Solyndra is working on installing its solar panels on 1 million square feet of rooftop space in Southern California, Greentech Media reports.
It’s VP of marketing and biz dev dropped the news while speaking at InterSolar, but refused to provide more details on the project.
Solyndra is one of the quietest, but most exciting, solar companies in business. Here’s a good description of the company:
Fremont, Calif.-based Solyndra is not a project developer, but it makes and sells solar panels and mounting systems that it says can cut down installation time by a third and cost by a half.
The company has attracted a lot of attention for its unusual solar panel, which is made up of 40 tubes in an aluminium frame. Each tube contains another tube on which the light-absorbing layer of copper-indium-gallium-selenide (CIGS) resides.
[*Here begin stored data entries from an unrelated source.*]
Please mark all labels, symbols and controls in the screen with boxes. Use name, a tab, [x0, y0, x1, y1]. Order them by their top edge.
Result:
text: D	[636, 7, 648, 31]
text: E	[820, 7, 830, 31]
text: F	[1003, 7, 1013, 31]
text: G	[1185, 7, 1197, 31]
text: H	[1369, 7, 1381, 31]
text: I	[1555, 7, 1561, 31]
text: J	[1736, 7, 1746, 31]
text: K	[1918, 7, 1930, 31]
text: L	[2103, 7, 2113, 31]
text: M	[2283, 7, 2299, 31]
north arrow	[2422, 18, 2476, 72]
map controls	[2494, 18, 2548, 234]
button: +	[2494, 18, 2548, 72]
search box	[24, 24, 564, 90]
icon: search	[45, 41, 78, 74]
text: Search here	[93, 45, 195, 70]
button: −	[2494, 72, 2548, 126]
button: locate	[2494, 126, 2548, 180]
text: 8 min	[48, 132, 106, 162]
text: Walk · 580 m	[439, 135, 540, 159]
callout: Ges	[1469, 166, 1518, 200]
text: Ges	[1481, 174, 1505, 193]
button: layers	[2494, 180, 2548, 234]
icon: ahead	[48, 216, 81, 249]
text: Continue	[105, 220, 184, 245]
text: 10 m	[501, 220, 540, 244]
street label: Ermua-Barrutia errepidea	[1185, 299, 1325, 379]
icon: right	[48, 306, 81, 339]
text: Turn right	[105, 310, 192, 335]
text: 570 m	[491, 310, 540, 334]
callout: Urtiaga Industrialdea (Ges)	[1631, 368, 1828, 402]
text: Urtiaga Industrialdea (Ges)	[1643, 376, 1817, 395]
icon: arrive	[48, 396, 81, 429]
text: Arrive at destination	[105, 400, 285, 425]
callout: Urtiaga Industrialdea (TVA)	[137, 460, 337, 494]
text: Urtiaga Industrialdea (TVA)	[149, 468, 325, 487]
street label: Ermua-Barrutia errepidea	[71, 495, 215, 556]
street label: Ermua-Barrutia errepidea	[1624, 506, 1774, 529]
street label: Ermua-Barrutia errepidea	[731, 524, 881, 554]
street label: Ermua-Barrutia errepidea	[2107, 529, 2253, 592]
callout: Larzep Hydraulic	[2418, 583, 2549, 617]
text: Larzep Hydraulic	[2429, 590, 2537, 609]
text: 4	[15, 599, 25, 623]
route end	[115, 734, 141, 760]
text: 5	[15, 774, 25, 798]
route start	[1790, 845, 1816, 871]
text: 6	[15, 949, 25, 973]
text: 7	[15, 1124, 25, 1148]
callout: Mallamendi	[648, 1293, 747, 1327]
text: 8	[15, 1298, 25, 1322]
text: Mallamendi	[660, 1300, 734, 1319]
Solyndra claims that the tubular design allows the CIGS solar cells to make use of light reflected from the rooftop. The spacing between the tubes makes the panel more wind resistant than the conventional flat-panel variety, and the mounting system it has designed is easy to set up because it requires no rooftop penetration, Truman said.
Its strange tubular system is attracting gawkers at the show.
It’s also attracting plenty of doubters. sceptics question the efficiency of the cells, as well as the costs of installing the system. Solyndra, as is their way, won’t disclose much on either front.
It simply says that critics don’t understand the company, but promises installation costs minus panels and rack can reach $.50 per watt.